- WHAT YOU SHOULD DO: The answer must be a single number: the count of lines in these records that hold "tools".

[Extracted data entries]
########################################

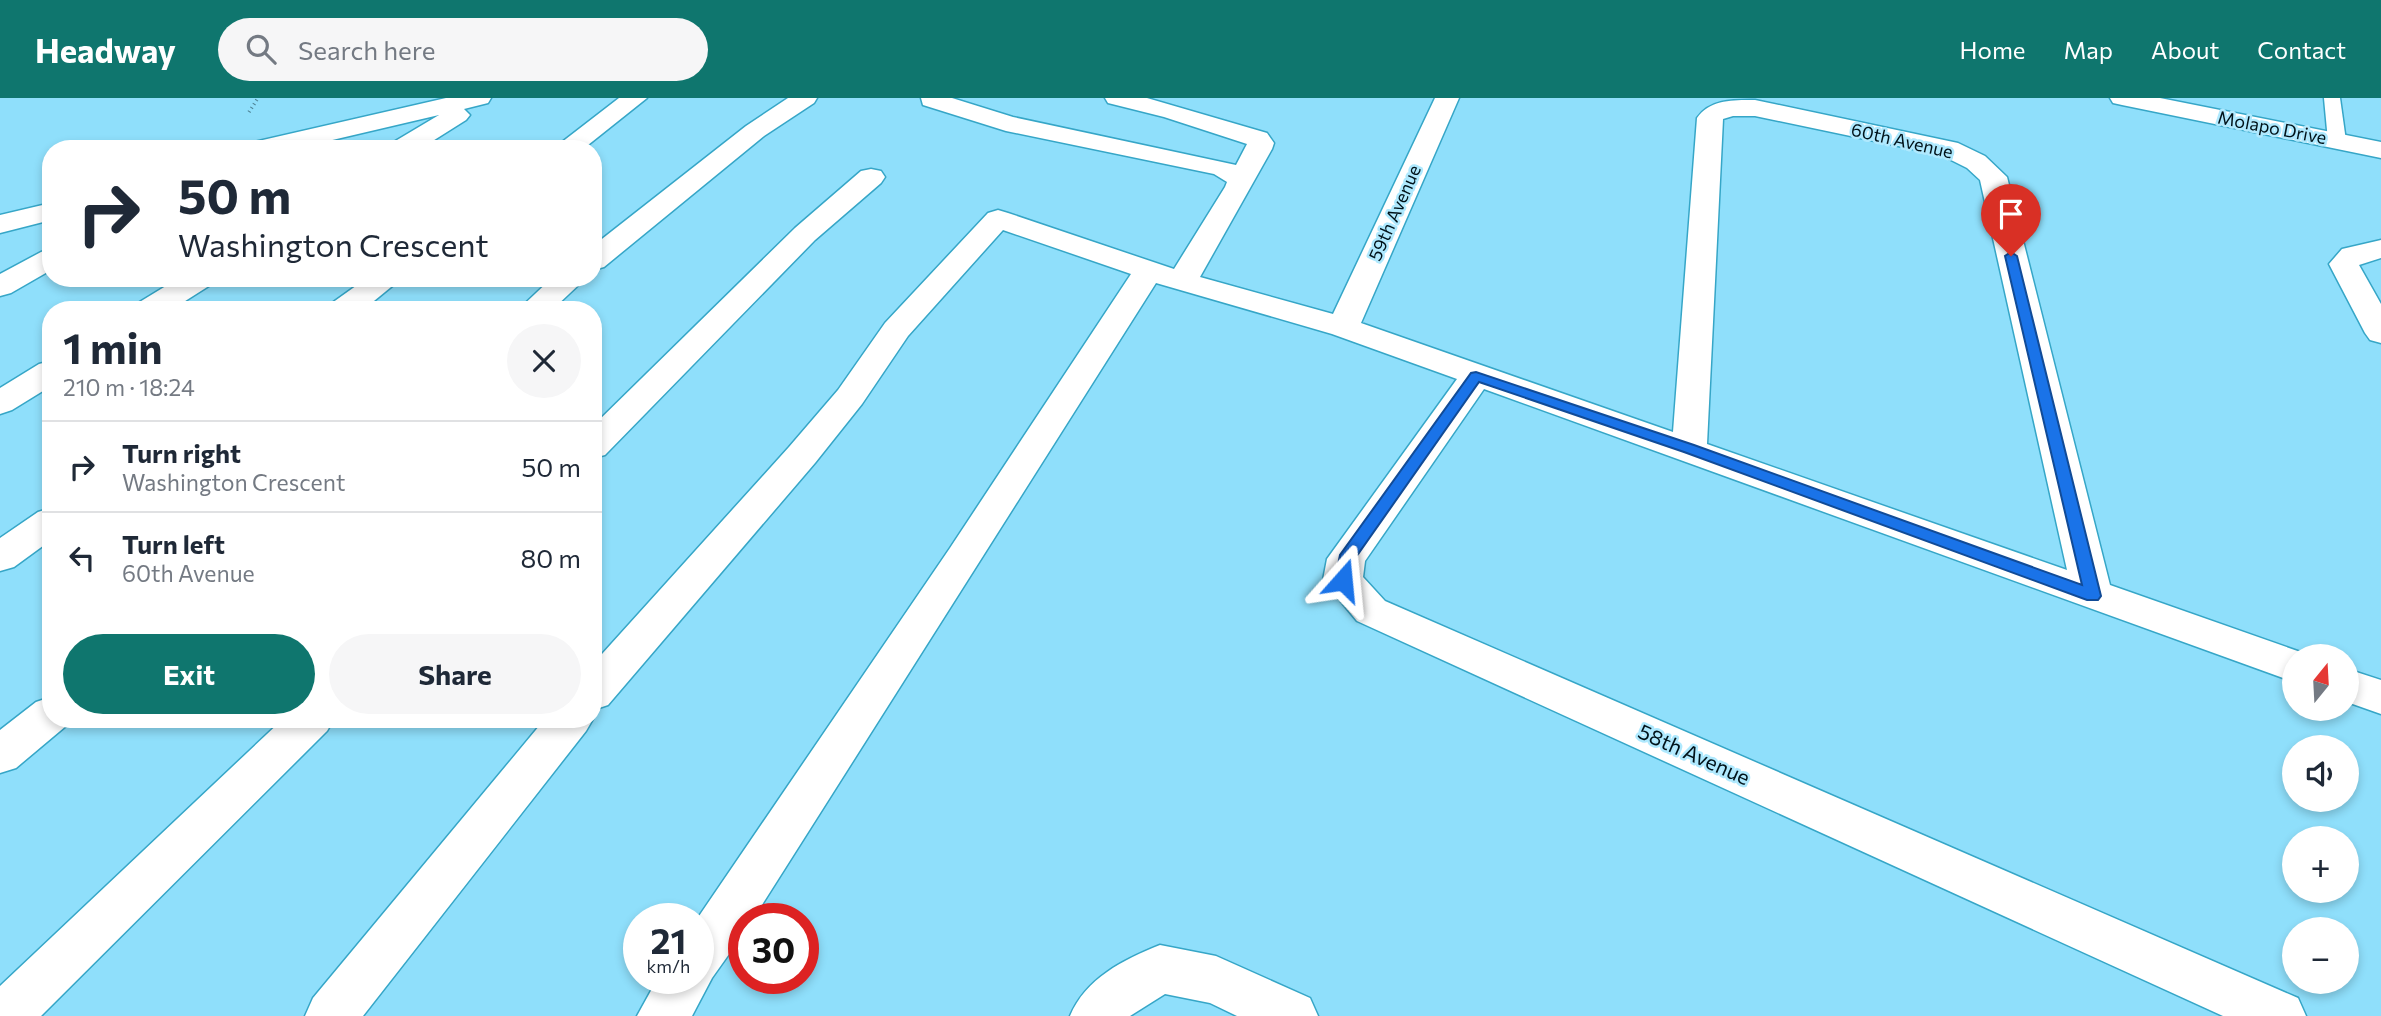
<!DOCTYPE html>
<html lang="en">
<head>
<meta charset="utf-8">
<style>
  :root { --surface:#fff; --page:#f6f6f7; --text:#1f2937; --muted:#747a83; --line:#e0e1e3; --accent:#0f766e }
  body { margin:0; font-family:Commissioner,sans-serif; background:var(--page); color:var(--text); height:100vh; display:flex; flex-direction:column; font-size:26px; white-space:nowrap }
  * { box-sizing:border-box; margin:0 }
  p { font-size:23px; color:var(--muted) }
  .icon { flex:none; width:38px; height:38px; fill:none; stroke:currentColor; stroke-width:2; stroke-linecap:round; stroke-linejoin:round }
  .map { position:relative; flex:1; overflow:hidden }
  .sheet { position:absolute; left:42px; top:203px; width:560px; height:427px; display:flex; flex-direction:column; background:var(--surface); border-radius:28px; box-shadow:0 4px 10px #0003 }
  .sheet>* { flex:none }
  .guide { position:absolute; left:42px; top:42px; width:560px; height:147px; border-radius:28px; box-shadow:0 4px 10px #0003; background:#fff; color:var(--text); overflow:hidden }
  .needle { width:46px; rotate:18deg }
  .tools { position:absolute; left:2282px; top:546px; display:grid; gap:14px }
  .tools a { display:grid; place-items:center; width:77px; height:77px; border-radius:50%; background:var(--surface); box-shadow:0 4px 10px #0003; font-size:35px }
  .speed { position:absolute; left:623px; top:805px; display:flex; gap:14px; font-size:35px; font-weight:700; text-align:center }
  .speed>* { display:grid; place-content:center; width:91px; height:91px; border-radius:50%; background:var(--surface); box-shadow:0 4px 10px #0003; line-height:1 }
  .speed small { font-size:18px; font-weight:400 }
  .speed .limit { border:10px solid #d22; background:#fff; color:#111 }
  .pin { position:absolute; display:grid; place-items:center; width:60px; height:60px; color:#fff; margin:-72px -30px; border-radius:50% 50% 50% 0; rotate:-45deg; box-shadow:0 0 7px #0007 }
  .pin .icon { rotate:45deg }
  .me { position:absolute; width:77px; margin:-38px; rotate:18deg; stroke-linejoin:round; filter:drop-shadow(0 0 5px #0008) }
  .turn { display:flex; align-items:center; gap:24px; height:147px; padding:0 21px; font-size:32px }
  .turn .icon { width:91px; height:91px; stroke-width:2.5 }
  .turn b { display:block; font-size:49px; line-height:60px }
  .round { display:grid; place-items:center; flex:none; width:74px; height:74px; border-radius:37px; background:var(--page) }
  .summary { display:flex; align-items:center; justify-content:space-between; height:119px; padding:0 21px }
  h1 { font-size:42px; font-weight:700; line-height:52px }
  .button { display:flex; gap:14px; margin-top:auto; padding:14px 21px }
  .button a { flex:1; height:80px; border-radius:42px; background:var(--accent); color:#fff; font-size:28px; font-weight:700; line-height:80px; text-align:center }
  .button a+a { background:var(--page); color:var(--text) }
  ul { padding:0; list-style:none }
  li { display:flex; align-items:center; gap:21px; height:91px; padding:0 21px; border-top:2px solid var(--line) }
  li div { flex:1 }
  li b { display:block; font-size:26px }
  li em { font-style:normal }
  header { display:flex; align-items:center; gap:42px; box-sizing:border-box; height:98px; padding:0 35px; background:var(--accent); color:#fff }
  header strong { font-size:33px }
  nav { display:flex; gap:38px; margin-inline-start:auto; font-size:24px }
  .search { width:490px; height:63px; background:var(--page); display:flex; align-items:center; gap:18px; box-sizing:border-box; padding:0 24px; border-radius:38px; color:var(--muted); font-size:26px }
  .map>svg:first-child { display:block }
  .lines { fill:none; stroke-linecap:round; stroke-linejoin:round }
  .lane-casing { stroke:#36a6c7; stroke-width:3 }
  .street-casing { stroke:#36a6c7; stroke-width:3 }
  .path { stroke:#4d8193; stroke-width:3.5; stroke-dasharray:1 3.5; stroke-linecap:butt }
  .lane { fill:#fff; fill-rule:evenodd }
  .street { fill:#fff; fill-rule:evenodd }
  .route { fill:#1a73e8; stroke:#114b97; stroke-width:2 }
  .labels { text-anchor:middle; stroke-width:5; stroke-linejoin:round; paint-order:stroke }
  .far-street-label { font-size:18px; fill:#001219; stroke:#afe9fe }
  .street-label { font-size:21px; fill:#001219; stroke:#afe9fe }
</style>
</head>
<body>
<header>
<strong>Headway</strong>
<div class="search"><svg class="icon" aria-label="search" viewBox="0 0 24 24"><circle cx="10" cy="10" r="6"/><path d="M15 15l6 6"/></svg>Search here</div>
<nav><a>Home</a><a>Map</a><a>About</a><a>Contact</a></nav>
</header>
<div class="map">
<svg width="2381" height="918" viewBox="0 0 2381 918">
  <rect width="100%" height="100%" fill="#8fdffb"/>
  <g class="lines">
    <defs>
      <path id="lane" d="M2324,0H2340L2346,43L2343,47H2331L2328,43Z"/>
      <path id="street" d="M446,0H491L488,5L464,11L470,17L466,22L420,51H388L392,45L439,17L294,51H246L250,45Z
        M619,0H647L583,51H553Z
        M788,0H817L814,5L764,38L604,169L593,172V148L746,28Z
        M921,0H952L1013,19L1236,67L1247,46L1164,19L1108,5L1105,0H1147L1267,35L1274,45L1272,51L1200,179L1333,216L1435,0H1459L1361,225L1673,334L1697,20C1710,1 1734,2 1755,2L1958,45L1985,58L2007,79L2110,487L2309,557L2294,558V584L1484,291L1365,463L1363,479L1385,503L2298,900L2306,918H2223L1357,523L1323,482L1327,461L1457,281L1332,236L1156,185L753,821H744V835L712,880L692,918H637L658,880H698L697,821L950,450L1131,176L1003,132L908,238L862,306L815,365L608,607L593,612V566L789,349L838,292L885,225L988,115L998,112L1008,115L1174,171L1225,89L1227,84L1214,76L1006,33L923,7ZM1733,18H1755L1941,57L1967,70L1980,82L2067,472L1707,346L1723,21Z
        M2110,0H2160L2381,44V60L2122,7L2113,5Z
        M871,71L881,73L885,79L881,85L815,142L605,357L593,360V328L795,130L861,73Z
        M51,105V122L0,135V117Z
        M2381,142V160L2359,167L2381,206V245L2370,242L2365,235L2329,166L2342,151Z
        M51,151V172L11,195L0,198V176L41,154Z
        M179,180H216L212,186L171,212H134L138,205Z
        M367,180H402L363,212H328L332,205Z
        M552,180H586L552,212H518Z
        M51,263V288L12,312L0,316V290L39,266Z
        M51,410V442L14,469L0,473V440L38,414Z
        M2347,571L2381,582V616L2347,604Z
        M51,599V621H70L66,628L16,670L0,675V632L36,604Z
        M283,621H334L327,633L41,918H0V888Z
        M545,621H593L586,633L363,918H305L313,900Z
        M1160,847L1216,858L1310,900L1318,918H1237L1210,905L1165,896L1130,918H1070C1086,880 1123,862 1160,847Z"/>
    </defs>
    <use href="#lane" class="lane-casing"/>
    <use href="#street" class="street-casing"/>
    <path class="path" d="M249,14L258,0"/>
    <use href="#lane" class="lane"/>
    <use href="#street" class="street"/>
  </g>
  <path class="route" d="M2011,154L2017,158L2101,498L2098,502H2087L1684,354L1479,284L1354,462L1349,486L1343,488L1335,482L1340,457L1471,275L1476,274L1694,347L2082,487L2005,158Z"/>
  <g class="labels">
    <g class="far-street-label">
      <text transform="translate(2272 30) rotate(11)" y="6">Molapo Drive</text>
      <text transform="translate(1902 43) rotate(13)" y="6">60th Avenue</text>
      <text transform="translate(1395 115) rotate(-66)" y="6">59th Avenue</text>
    </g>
    <g class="street-label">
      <text transform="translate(1694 657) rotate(24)" y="7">58th Avenue</text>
    </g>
  </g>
</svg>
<div class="tools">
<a><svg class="needle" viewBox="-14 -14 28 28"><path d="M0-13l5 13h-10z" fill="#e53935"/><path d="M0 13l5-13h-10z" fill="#747a83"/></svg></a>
<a><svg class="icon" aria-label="sound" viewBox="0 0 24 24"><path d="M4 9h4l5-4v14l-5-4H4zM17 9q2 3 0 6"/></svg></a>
<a>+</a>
<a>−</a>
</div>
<div class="speed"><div>21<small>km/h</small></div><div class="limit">30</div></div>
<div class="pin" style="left:2011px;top:158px;background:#d93025"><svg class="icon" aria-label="arrive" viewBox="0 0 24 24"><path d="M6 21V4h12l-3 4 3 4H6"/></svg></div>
<svg class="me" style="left:1343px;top:482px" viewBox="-20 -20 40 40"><path d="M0-17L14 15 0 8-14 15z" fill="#1a73e8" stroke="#fff" stroke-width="4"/></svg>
<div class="guide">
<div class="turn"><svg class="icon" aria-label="right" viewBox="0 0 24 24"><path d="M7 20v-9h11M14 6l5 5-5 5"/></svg><div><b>50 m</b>Washington Crescent</div></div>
</div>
<section class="sheet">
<div class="summary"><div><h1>1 min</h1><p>210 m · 18:24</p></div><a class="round"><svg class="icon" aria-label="close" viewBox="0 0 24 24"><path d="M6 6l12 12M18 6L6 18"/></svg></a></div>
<ul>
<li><svg class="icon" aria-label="right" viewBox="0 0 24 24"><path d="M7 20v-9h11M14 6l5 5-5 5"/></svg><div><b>Turn right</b><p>Washington Crescent</p></div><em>50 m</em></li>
<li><svg class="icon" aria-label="left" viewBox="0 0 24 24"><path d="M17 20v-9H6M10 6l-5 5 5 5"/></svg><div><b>Turn left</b><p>60th Avenue</p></div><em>80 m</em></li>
</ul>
<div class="button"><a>Exit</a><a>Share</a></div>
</section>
</div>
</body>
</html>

########################################

- SOLUTION: 3